------ Extracted material
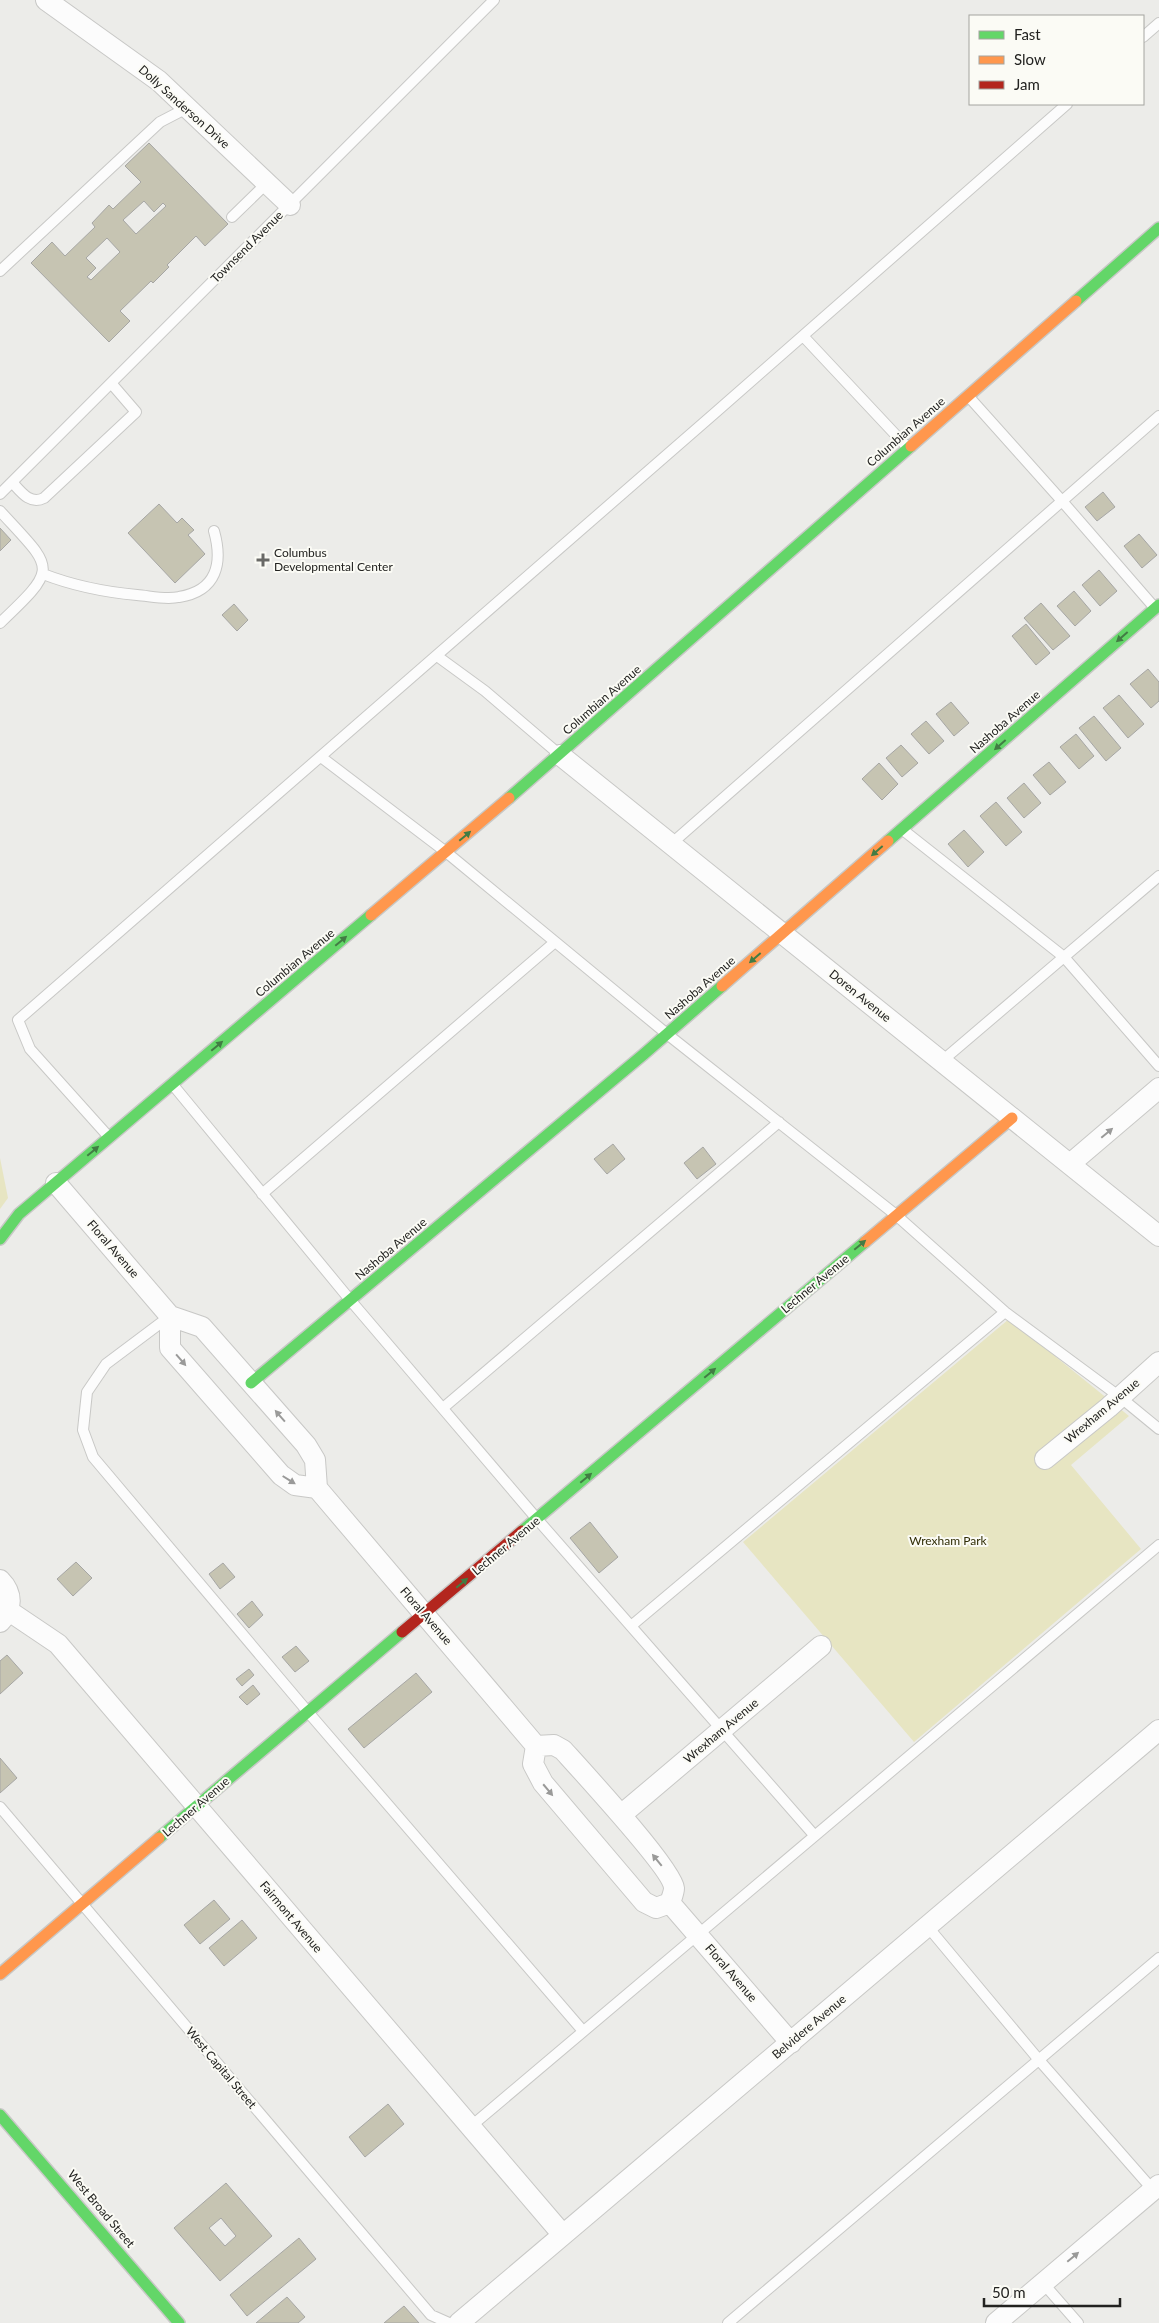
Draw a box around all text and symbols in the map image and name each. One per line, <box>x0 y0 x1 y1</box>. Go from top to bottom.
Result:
legend <box>969 15 1144 105</box>
text: Fast <box>1014 25 1041 43</box>
text: Slow <box>1014 50 1046 68</box>
street label: Dolly Sanderson Drive <box>136 62 233 151</box>
text: Jam <box>1014 75 1040 93</box>
street label: Townsend Avenue <box>207 207 286 286</box>
street label: Columbian Avenue <box>863 394 948 470</box>
place label: Columbus Developmental Center <box>274 545 393 574</box>
marker: Columbus Developmental Center <box>256 553 270 567</box>
one-way arrow <box>1116 632 1129 643</box>
street label: Columbian Avenue <box>559 662 644 738</box>
street label: Nashoba Avenue <box>966 687 1043 756</box>
one-way arrow <box>994 739 1007 750</box>
one-way arrow <box>459 831 471 842</box>
one-way arrow <box>872 845 884 857</box>
street label: Columbian Avenue <box>252 925 337 1000</box>
one-way arrow <box>335 936 347 947</box>
one-way arrow <box>750 952 762 964</box>
street label: Nashoba Avenue <box>661 953 738 1022</box>
street label: Doren Avenue <box>826 966 894 1025</box>
one-way arrow <box>211 1041 224 1052</box>
one-way arrow <box>1101 1127 1114 1138</box>
one-way arrow <box>87 1146 100 1157</box>
street label: Nashoba Avenue <box>352 1214 429 1283</box>
street label: Floral Avenue <box>84 1217 143 1281</box>
one-way arrow <box>854 1239 866 1251</box>
street label: Lechner Avenue <box>778 1251 852 1316</box>
one-way arrow <box>175 1354 187 1366</box>
one-way arrow <box>703 1367 716 1378</box>
street label: Wrexham Avenue <box>1061 1375 1142 1446</box>
one-way arrow <box>275 1410 286 1423</box>
one-way arrow <box>579 1472 592 1483</box>
one-way arrow <box>283 1476 296 1485</box>
street label: Lechner Avenue <box>469 1513 543 1578</box>
park label: Wrexham Park <box>909 1533 988 1548</box>
one-way arrow <box>455 1577 468 1588</box>
street label: Floral Avenue <box>397 1584 456 1648</box>
street label: Wrexham Avenue <box>680 1695 761 1766</box>
street label: Lechner Avenue <box>159 1773 232 1840</box>
one-way arrow <box>543 1783 554 1796</box>
one-way arrow <box>652 1854 663 1866</box>
street label: Fairmont Avenue <box>257 1878 326 1956</box>
street label: Floral Avenue <box>702 1941 761 2005</box>
street label: Belvidere Avenue <box>769 1991 849 2062</box>
street label: West Capital Street <box>183 2024 260 2112</box>
street label: West Broad Street <box>65 2167 139 2251</box>
one-way arrow <box>1066 2252 1079 2263</box>
scale bar <box>984 2276 1120 2308</box>
text: 50 m <box>992 2283 1026 2301</box>

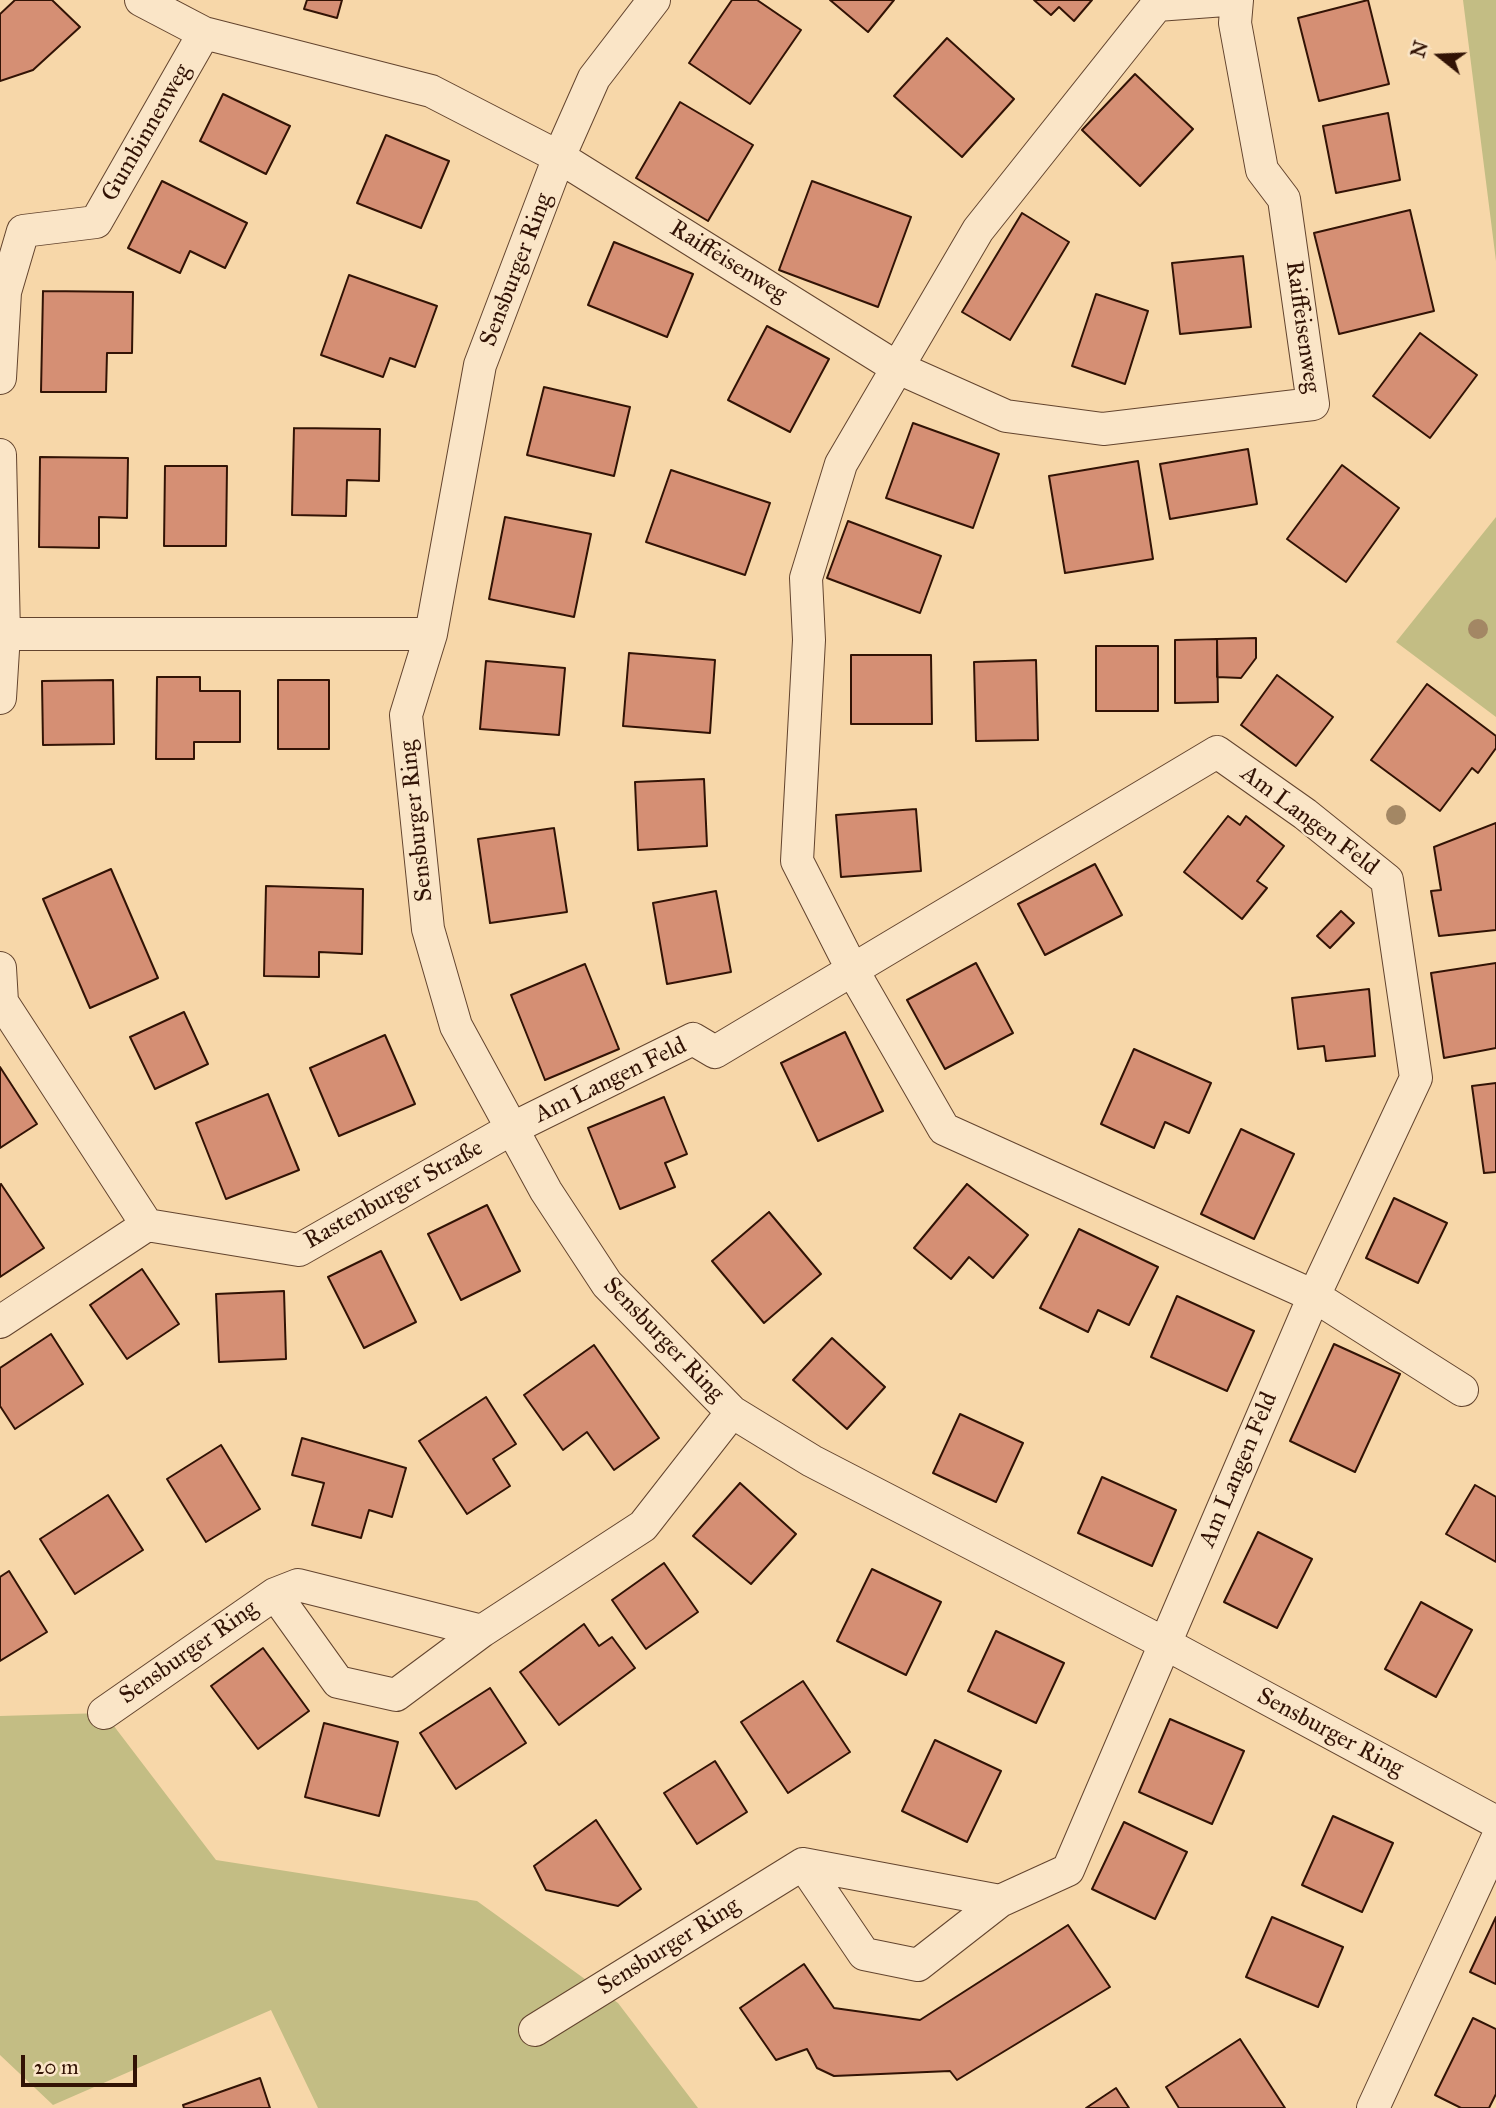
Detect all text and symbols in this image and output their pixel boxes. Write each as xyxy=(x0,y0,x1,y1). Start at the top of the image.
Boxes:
north arrow xyxy=(1405,21,1475,91)
text: N xyxy=(1406,38,1433,61)
street label: Gumbinnenweg xyxy=(96,59,198,207)
street label: Sensburger Ring xyxy=(475,189,559,351)
street label: Raiffeisenweg xyxy=(664,215,792,309)
street label: Raiffeisenweg xyxy=(1279,259,1325,395)
street label: Sensburger Ring xyxy=(394,739,440,903)
street label: Am Langen Feld xyxy=(1234,760,1384,882)
street label: Am Langen Feld xyxy=(530,1032,692,1130)
street label: Rastenburger Straße xyxy=(300,1134,488,1256)
street label: Sensburger Ring xyxy=(596,1272,730,1408)
street label: Am Langen Feld xyxy=(1193,1388,1285,1552)
street label: Sensburger Ring xyxy=(114,1595,264,1711)
street label: Sensburger Ring xyxy=(1252,1682,1408,1784)
street label: Sensburger Ring xyxy=(593,1892,745,2002)
scale bar xyxy=(24,2042,140,2086)
text: 20 m xyxy=(34,2054,79,2080)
------------
■ **Exercise**:
Pictures stay out; the entries above are to be output exactly as given.

■ **Result for this exercise**:
Draw a box around all text and symbols in the map image and name each. One per line, <box>x0 y0 x1 y1</box>. Go from top to bottom.
Result:
legend <box>969 15 1144 105</box>
text: Fast <box>1014 25 1041 43</box>
text: Slow <box>1014 50 1046 68</box>
street label: Dolly Sanderson Drive <box>136 62 233 151</box>
text: Jam <box>1014 75 1040 93</box>
street label: Townsend Avenue <box>207 207 286 286</box>
street label: Columbian Avenue <box>863 394 948 470</box>
place label: Columbus Developmental Center <box>274 545 393 574</box>
marker: Columbus Developmental Center <box>256 553 270 567</box>
one-way arrow <box>1116 632 1129 643</box>
street label: Columbian Avenue <box>559 662 644 738</box>
street label: Nashoba Avenue <box>966 687 1043 756</box>
one-way arrow <box>994 739 1007 750</box>
one-way arrow <box>459 831 471 842</box>
one-way arrow <box>872 845 884 857</box>
street label: Columbian Avenue <box>252 925 337 1000</box>
one-way arrow <box>335 936 347 947</box>
one-way arrow <box>750 952 762 964</box>
street label: Nashoba Avenue <box>661 953 738 1022</box>
street label: Doren Avenue <box>826 966 894 1025</box>
one-way arrow <box>211 1041 224 1052</box>
one-way arrow <box>1101 1127 1114 1138</box>
one-way arrow <box>87 1146 100 1157</box>
street label: Nashoba Avenue <box>352 1214 429 1283</box>
street label: Floral Avenue <box>84 1217 143 1281</box>
one-way arrow <box>854 1239 866 1251</box>
street label: Lechner Avenue <box>778 1251 852 1316</box>
one-way arrow <box>175 1354 187 1366</box>
one-way arrow <box>703 1367 716 1378</box>
street label: Wrexham Avenue <box>1061 1375 1142 1446</box>
one-way arrow <box>275 1410 286 1423</box>
one-way arrow <box>579 1472 592 1483</box>
one-way arrow <box>283 1476 296 1485</box>
street label: Lechner Avenue <box>469 1513 543 1578</box>
park label: Wrexham Park <box>909 1533 988 1548</box>
one-way arrow <box>455 1577 468 1588</box>
street label: Floral Avenue <box>397 1584 456 1648</box>
street label: Wrexham Avenue <box>680 1695 761 1766</box>
street label: Lechner Avenue <box>159 1773 232 1840</box>
one-way arrow <box>543 1783 554 1796</box>
one-way arrow <box>652 1854 663 1866</box>
street label: Fairmont Avenue <box>257 1878 326 1956</box>
street label: Floral Avenue <box>702 1941 761 2005</box>
street label: Belvidere Avenue <box>769 1991 849 2062</box>
street label: West Capital Street <box>183 2024 260 2112</box>
street label: West Broad Street <box>65 2167 139 2251</box>
one-way arrow <box>1066 2252 1079 2263</box>
scale bar <box>984 2276 1120 2308</box>
text: 50 m <box>992 2283 1026 2301</box>

Detect all text and symbols in this image and output their pixel boxes. Write each as xyxy=(x0,y0,x1,y1). Start at the top of the image.
Boxes:
north arrow xyxy=(1405,21,1475,91)
text: N xyxy=(1406,38,1433,61)
street label: Gumbinnenweg xyxy=(96,59,198,207)
street label: Sensburger Ring xyxy=(475,189,559,351)
street label: Raiffeisenweg xyxy=(664,215,792,309)
street label: Raiffeisenweg xyxy=(1279,259,1325,395)
street label: Sensburger Ring xyxy=(394,739,440,903)
street label: Am Langen Feld xyxy=(1234,760,1384,882)
street label: Am Langen Feld xyxy=(530,1032,692,1130)
street label: Rastenburger Straße xyxy=(300,1134,488,1256)
street label: Sensburger Ring xyxy=(596,1272,730,1408)
street label: Am Langen Feld xyxy=(1193,1388,1285,1552)
street label: Sensburger Ring xyxy=(114,1595,264,1711)
street label: Sensburger Ring xyxy=(1252,1682,1408,1784)
street label: Sensburger Ring xyxy=(593,1892,745,2002)
scale bar xyxy=(24,2042,140,2086)
text: 20 m xyxy=(34,2054,79,2080)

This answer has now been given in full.